• **YOUR TASK**
Whenever a line below holds the word "text", count it; then give the total and nothing else.

[Saved entries]
▽

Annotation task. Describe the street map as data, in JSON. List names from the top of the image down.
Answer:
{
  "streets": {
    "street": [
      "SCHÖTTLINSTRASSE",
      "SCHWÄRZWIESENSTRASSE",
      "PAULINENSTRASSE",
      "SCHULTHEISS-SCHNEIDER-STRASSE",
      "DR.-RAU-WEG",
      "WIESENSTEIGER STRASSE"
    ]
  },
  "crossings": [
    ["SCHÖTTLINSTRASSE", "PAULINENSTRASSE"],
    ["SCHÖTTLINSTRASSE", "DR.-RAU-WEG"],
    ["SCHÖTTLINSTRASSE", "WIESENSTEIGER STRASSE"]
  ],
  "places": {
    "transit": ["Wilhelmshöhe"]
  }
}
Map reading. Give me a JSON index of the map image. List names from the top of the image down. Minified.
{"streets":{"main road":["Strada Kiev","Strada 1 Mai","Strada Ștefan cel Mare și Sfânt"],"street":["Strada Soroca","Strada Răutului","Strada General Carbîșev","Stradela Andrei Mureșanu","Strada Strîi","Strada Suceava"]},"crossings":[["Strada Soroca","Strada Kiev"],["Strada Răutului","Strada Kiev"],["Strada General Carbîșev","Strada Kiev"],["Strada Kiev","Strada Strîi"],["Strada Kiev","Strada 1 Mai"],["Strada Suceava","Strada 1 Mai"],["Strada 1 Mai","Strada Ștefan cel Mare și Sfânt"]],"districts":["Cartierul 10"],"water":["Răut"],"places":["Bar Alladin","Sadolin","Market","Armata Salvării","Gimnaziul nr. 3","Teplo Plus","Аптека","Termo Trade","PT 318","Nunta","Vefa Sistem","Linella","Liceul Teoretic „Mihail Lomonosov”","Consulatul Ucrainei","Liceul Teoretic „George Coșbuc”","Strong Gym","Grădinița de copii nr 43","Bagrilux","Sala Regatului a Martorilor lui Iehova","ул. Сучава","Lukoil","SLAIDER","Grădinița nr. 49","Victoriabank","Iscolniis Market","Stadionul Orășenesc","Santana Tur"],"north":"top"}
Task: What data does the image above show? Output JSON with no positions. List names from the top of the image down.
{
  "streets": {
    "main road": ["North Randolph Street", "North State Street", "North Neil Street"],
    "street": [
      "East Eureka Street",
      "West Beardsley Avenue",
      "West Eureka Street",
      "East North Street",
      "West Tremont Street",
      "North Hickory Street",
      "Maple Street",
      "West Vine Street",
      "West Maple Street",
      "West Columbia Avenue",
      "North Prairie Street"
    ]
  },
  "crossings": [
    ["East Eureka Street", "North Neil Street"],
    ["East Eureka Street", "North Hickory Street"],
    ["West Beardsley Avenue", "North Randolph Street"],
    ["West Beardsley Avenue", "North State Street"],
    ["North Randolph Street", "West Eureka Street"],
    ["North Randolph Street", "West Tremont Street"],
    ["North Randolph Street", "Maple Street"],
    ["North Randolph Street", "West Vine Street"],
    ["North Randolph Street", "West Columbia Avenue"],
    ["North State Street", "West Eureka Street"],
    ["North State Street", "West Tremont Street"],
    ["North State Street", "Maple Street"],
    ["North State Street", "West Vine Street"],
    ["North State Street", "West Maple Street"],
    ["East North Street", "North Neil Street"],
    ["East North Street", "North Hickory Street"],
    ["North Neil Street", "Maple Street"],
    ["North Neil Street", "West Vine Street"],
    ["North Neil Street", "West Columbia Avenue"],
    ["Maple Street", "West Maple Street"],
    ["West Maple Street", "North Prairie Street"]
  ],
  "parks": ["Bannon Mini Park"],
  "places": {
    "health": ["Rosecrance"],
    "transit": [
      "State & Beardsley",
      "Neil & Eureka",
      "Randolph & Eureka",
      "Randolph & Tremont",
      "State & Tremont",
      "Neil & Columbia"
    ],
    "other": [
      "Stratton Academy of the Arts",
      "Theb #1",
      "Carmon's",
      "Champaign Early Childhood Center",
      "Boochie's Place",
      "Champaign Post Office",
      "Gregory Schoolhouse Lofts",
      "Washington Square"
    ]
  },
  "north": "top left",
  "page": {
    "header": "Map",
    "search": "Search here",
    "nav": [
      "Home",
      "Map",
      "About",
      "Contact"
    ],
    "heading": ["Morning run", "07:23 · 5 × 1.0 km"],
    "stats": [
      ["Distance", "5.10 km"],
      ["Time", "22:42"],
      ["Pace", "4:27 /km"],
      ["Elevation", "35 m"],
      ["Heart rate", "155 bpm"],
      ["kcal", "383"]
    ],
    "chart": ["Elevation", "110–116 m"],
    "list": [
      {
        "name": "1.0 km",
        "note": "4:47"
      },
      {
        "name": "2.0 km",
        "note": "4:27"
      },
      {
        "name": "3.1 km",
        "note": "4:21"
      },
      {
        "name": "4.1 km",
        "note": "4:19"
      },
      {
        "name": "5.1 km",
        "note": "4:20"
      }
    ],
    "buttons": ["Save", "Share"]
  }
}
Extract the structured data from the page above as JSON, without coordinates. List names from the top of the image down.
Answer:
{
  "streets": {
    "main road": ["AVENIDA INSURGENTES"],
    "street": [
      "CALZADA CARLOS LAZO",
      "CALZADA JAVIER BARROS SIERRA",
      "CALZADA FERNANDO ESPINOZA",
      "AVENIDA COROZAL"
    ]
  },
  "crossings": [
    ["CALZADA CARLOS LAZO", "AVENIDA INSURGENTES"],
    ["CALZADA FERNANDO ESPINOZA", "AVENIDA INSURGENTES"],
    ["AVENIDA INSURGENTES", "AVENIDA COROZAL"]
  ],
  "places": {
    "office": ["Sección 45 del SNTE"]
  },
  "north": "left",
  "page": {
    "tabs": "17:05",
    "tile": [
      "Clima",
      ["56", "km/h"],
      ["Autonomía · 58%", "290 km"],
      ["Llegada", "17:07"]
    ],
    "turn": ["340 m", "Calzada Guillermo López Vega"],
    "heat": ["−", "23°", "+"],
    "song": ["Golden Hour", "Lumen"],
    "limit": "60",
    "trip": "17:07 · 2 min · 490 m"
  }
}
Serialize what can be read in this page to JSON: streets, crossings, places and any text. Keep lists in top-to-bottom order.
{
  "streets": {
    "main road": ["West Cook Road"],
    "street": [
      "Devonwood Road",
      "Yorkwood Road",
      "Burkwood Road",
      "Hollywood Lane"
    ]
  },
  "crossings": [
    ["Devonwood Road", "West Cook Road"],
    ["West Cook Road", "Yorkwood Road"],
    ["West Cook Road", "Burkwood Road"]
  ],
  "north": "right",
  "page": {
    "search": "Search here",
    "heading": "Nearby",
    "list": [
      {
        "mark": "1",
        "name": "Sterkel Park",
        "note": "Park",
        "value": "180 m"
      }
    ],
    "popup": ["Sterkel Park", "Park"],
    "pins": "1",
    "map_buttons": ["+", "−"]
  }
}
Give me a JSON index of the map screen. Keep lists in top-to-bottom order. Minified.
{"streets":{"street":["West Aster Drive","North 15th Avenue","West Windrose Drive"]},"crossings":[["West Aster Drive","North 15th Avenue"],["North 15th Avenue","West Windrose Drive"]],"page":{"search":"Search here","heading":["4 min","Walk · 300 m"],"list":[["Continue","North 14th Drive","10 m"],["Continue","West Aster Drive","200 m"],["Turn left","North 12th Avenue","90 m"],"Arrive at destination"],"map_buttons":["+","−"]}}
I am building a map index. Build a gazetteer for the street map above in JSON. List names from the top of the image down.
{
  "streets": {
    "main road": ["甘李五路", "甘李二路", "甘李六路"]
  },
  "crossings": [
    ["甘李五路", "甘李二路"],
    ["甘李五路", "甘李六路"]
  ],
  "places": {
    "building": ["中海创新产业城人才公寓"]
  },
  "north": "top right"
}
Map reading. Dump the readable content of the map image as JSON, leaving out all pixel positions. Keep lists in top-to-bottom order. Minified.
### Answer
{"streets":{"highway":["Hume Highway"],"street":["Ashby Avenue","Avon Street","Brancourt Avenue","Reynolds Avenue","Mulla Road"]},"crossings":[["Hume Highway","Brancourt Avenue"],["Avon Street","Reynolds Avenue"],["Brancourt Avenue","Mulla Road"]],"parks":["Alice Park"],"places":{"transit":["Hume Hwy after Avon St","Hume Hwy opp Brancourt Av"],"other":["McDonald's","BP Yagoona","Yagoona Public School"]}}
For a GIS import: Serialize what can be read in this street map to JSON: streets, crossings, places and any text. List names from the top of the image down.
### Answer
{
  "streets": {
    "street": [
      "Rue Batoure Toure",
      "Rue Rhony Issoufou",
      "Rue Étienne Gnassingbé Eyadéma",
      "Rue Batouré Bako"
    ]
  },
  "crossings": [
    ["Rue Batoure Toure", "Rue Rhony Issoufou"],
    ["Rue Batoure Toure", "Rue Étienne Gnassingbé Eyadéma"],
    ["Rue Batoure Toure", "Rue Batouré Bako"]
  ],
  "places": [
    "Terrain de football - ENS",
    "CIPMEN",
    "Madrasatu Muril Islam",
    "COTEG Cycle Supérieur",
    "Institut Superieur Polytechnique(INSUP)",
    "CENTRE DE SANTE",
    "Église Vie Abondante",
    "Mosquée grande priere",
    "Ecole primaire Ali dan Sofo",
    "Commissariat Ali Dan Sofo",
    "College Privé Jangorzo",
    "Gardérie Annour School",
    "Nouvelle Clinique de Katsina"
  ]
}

△

• **WRITTEN ANSWER**
2